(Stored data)
──────────────────────────────

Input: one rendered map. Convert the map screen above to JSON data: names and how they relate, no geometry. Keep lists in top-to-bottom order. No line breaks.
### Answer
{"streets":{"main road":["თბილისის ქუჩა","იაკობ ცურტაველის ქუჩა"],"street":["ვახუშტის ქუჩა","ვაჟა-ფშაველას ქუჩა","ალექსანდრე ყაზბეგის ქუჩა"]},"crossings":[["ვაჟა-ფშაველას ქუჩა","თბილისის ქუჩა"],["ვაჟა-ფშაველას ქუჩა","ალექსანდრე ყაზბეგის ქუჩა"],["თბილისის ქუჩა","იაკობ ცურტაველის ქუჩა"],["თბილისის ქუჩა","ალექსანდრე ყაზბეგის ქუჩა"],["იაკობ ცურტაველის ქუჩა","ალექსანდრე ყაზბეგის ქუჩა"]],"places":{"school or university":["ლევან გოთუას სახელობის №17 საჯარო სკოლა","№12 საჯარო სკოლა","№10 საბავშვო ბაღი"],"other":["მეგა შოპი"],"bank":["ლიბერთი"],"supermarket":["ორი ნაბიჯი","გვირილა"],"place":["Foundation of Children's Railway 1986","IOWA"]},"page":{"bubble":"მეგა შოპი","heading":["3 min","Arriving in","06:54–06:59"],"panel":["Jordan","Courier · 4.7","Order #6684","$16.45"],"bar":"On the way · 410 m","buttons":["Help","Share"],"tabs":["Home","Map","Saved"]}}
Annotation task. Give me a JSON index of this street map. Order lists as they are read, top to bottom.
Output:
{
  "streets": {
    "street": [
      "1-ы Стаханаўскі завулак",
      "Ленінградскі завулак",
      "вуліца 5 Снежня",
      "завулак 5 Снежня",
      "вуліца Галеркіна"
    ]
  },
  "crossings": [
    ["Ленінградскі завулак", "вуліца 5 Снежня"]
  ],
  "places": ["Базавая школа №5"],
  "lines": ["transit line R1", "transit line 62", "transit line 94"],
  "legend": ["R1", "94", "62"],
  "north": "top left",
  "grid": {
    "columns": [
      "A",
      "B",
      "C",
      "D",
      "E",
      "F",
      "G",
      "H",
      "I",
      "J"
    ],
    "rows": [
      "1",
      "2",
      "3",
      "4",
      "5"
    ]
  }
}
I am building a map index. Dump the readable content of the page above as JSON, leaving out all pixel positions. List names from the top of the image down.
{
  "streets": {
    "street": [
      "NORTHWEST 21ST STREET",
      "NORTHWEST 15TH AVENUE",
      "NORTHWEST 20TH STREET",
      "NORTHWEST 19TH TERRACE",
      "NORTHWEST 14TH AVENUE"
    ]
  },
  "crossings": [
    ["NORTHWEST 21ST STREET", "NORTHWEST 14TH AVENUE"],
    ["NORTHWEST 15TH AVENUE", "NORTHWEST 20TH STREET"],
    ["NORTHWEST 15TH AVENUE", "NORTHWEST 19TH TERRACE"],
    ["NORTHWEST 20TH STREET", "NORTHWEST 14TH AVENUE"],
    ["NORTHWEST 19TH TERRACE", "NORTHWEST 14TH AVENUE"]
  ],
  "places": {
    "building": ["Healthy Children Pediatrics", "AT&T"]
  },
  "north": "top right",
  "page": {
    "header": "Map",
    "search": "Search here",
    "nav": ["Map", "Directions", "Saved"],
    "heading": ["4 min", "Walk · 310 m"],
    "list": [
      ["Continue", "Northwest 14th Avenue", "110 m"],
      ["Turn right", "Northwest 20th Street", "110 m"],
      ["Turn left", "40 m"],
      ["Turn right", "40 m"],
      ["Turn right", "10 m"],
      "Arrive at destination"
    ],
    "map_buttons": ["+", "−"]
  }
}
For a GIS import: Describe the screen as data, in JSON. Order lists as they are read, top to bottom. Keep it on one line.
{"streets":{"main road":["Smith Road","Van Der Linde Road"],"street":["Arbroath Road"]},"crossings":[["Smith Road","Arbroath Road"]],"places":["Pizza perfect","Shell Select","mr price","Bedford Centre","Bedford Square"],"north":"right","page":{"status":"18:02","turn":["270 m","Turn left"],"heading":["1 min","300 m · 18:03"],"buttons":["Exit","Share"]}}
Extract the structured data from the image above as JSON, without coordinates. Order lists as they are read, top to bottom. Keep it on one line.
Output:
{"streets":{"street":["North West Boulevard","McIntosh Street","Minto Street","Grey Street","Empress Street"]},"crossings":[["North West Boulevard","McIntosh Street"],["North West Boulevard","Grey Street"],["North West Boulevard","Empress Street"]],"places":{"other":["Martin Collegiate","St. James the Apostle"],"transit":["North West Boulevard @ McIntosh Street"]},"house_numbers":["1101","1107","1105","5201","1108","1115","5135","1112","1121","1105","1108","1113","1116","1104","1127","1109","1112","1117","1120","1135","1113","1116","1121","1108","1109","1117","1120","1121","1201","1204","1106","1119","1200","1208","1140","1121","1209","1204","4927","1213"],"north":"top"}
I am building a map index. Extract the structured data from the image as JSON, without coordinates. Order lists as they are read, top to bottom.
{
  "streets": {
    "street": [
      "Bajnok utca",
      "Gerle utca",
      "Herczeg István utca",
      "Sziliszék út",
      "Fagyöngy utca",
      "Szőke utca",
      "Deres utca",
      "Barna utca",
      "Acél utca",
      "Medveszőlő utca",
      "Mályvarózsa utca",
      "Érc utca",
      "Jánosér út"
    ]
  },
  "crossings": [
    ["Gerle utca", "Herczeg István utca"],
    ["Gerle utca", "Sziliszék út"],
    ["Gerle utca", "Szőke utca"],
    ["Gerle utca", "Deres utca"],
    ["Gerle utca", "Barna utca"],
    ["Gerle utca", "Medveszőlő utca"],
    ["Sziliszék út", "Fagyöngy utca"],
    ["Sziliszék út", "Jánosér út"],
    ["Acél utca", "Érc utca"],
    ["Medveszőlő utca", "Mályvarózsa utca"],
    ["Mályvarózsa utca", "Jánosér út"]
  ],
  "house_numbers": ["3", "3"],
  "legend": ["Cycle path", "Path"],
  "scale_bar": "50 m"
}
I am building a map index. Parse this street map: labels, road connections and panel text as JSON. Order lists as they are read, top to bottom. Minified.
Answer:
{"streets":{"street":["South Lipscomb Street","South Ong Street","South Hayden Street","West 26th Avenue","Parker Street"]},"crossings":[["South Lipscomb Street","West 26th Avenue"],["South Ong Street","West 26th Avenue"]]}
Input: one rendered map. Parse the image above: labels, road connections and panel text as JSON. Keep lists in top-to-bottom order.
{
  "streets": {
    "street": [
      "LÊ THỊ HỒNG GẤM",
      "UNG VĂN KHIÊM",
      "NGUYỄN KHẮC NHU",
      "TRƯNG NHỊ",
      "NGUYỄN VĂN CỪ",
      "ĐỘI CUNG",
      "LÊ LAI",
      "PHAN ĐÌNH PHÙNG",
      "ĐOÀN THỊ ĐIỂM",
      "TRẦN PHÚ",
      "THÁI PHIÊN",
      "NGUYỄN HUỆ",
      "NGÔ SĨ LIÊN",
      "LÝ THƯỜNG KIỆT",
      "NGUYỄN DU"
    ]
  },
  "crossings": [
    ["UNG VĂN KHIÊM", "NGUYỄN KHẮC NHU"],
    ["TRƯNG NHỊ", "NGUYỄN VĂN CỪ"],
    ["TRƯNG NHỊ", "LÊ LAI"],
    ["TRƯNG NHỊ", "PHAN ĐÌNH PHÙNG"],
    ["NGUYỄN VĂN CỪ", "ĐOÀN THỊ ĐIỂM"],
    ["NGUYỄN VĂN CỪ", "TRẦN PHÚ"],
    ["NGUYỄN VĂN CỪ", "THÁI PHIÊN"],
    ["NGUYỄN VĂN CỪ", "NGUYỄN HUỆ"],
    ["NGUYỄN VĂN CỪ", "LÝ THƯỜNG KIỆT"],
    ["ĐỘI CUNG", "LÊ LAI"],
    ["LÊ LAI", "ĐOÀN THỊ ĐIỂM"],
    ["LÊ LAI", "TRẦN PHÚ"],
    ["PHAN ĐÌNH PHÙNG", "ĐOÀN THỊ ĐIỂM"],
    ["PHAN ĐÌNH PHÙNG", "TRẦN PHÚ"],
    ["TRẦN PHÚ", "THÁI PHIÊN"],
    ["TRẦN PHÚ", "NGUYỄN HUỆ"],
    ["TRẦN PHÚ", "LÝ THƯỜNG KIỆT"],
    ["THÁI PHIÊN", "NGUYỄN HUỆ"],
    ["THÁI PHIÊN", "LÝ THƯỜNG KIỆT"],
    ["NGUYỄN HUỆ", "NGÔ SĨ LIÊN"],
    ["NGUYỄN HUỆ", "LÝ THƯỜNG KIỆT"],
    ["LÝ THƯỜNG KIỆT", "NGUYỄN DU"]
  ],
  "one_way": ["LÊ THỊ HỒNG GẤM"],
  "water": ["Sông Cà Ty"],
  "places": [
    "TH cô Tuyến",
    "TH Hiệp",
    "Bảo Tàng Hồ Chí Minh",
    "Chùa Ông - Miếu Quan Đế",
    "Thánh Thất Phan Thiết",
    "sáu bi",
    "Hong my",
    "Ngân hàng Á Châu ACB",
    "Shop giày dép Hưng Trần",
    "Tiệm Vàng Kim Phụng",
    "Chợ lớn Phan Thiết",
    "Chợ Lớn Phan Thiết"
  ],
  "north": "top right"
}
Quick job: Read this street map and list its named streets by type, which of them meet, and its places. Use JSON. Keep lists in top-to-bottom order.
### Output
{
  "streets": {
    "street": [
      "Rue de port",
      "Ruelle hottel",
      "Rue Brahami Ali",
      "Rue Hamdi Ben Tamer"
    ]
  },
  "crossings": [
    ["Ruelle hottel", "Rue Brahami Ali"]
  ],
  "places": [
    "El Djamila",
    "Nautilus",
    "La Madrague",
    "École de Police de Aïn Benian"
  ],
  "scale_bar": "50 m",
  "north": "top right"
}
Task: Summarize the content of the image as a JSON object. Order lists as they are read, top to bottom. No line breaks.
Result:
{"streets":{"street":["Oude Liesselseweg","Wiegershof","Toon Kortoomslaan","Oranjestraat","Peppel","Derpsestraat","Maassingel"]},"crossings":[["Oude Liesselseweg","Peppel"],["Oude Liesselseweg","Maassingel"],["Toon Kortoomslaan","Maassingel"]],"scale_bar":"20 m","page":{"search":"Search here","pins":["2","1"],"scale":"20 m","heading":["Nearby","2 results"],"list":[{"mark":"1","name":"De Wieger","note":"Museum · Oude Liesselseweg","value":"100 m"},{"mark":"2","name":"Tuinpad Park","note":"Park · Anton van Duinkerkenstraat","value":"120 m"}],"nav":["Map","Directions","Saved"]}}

──────────────────────────────

Set down nothing but the lines from the one with "Task: Summarize the" through the end of the records, keeping each line exactly as written and including both ends.

● Answer for the task
Task: Summarize the content of the image as a JSON object. Order lists as they are read, top to bottom. No line breaks.
Result:
{"streets":{"street":["Oude Liesselseweg","Wiegershof","Toon Kortoomslaan","Oranjestraat","Peppel","Derpsestraat","Maassingel"]},"crossings":[["Oude Liesselseweg","Peppel"],["Oude Liesselseweg","Maassingel"],["Toon Kortoomslaan","Maassingel"]],"scale_bar":"20 m","page":{"search":"Search here","pins":["2","1"],"scale":"20 m","heading":["Nearby","2 results"],"list":[{"mark":"1","name":"De Wieger","note":"Museum · Oude Liesselseweg","value":"100 m"},{"mark":"2","name":"Tuinpad Park","note":"Park · Anton van Duinkerkenstraat","value":"120 m"}],"nav":["Map","Directions","Saved"]}}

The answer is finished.